Database migration from the previous version must be done for:
<= 0.7.18 to 0.7.19
1.0.0 and 1.0.1 to 1.0.2
The alarms module includes an auto migration feature but it can be slow if the database has a lot of data. For big database (more than 3 GB of data), we strongly recommend using the migration tool.
Warning
The alarms module must not be started in the new version before the migration tool is started. This can cause errors during the migration process.
The tool is available as a docker image nexus.onsphere.ch/osp-alarms-migration:<version>
.
It has the following parameters:
usage: Alarms migration [-h] [--connectionString CONNECTIONSTRING] [--database DATABASE] [--rollback]
[--disable-move] collection [collection ...]
Migrate alarms id and severity lock from 0.7.18 to 0.7.19.
This tool will copy each collection to a new one (example -> example_old).
Then it will migrate them back to the original collection.
positional arguments:
collection A collection on which run the migration
named arguments:
-h, --help show this help message and exit
--connectionString CONNECTIONSTRING
The connection string for mongo database. (default: mongodb://localhost)
--database DATABASE Name of the database (default: alarms)
--rollback Rollback the migration (default: false)
--disable-move Don't move the existing collection to collection_old, only apply the change (default:
false)
Warning
The migration must not be run on the deduplicated collection.
Note
You can see collections created on the alarms database by running show collections
. Collections to migrate are the following :
archiveFrom*To*
buffer
failure
history
ignored
live
Following are possible:
Runs on the command line
docker run --rm -it nexus.onsphere.ch/osp-alarms-migration:<version> --connectionString mongodb://modules_mongodb_osp-mongo-1/?replicaSet=sdn0 --database=alarms history live
Runs as a one time service (from inside the stack or as an external service with the network as osp-stack-1_mongo):
osp-alarms-migration: image: nexus.onsphere.ch/osp-alarms-migration:<version> deploy: replicas: 1 restart_policy: condition: none command: --connectionString mongodb://modules_mongodb_osp-mongo-1/?replicaSet=sdn0 --database=alarms history live networks: - mongo
You can use the following strategy to do the migration:
Migrate all collection with the migration utility. (All alarms will disappear and reappear as the migration progress)
Migrate all collection other than live and buffer with the migration utility.
Don’t use the migration utility and let the module do all the work (ok for small installation). The module can restart multiple time during the migration.

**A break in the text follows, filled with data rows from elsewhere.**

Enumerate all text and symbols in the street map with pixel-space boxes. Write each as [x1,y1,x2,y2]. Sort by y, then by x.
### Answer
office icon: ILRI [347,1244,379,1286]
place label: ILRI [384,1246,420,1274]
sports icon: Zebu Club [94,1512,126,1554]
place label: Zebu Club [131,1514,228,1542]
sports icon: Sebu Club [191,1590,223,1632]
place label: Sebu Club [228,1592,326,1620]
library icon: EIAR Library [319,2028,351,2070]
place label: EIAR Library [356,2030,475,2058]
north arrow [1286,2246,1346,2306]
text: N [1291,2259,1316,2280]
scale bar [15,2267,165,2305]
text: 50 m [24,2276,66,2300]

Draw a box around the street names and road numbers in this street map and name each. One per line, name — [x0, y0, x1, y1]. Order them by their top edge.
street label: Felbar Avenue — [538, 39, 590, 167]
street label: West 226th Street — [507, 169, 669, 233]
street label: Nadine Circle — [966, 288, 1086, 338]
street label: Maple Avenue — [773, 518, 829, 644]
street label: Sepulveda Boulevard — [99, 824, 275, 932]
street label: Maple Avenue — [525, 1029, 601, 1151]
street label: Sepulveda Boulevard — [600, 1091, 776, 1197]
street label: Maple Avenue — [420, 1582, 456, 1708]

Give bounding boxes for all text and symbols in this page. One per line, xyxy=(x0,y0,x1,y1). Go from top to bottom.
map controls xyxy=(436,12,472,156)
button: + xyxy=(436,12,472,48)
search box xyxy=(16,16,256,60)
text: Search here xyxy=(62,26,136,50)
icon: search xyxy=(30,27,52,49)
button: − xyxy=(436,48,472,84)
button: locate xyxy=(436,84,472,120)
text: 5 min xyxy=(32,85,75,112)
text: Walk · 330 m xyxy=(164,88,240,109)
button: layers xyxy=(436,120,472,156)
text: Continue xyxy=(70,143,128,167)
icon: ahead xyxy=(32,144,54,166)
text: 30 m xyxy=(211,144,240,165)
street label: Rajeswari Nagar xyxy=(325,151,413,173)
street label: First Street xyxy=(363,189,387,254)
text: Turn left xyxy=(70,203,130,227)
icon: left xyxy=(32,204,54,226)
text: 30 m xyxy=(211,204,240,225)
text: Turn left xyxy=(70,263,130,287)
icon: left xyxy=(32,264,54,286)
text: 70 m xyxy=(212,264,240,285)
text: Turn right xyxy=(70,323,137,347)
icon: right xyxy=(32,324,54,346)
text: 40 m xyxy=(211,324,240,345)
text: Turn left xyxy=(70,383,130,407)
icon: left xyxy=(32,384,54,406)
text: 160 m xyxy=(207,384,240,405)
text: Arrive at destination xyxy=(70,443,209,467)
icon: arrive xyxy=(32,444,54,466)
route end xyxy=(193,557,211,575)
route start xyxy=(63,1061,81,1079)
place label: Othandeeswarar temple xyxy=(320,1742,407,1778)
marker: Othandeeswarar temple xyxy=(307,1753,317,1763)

List of configuration files¶
Filename |
Short description |
Format |
Documentation |
---|---|---|---|
module.service |
Each service is described in its own file and then assembled |
yml |
See the Swarm administration or Official documentation |
module.alarms |
The module description |
json |
|
severity.ospp |
Define the property of a severity (name, description). |
json |
|
severity.alarms |
Define a severity for the alarms to use |
json |
|
filter.alarms |
Define the filter to apply on MongoDB. |
json |
|
filter.ospp |
Define the property of a filter (name, description). |
json |
|
owner.alarms |
Define a value generated base on the current alarms. |
json |
|
view.alarms |
Define the mapping of the fields between an alarms and the name define on the view.ospp. |
json |
|
view.ospp |
Define the property of a view (name, description, fields) |
json |
|
pre-insert.alarms |
Define a processing to execute when new alarms is inserted. |
json |
|
action.alarms |
Define a processing to excute on a subset of the alarms either trigger periodically or manually |
json |
|
output.alarms |
Generate an alarm when a value change. |
json |